Reproduce the listing in full, pictures excluded.

= Data in this exercise =
+ + + + + + +
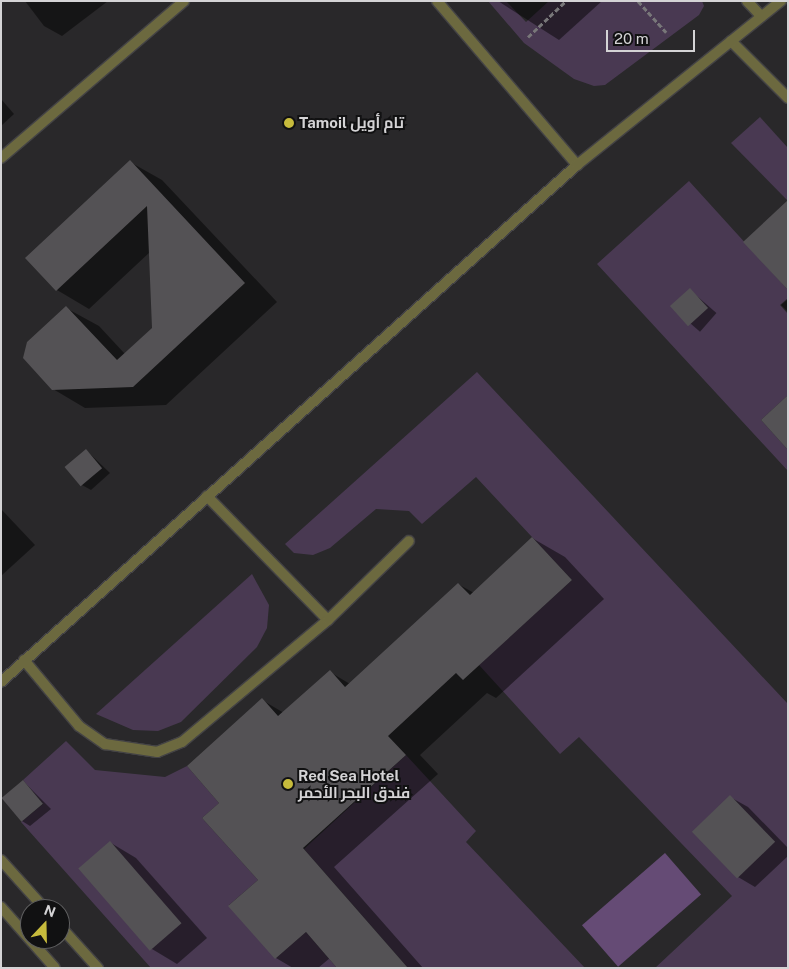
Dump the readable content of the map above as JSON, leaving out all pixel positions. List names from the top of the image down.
{
  "places": ["Tamoil تام أويل", "Red Sea Hotel فندق البحر الأحمر"],
  "scale_bar": "20 m",
  "north": "top"
}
+ + + + + + +
= Answer section =
Dump the readable content of the map above as JSON, leaving out all pixel positions. List names from the top of the image down.
{
  "places": ["Tamoil تام أويل", "Red Sea Hotel فندق البحر الأحمر"],
  "scale_bar": "20 m",
  "north": "top"
}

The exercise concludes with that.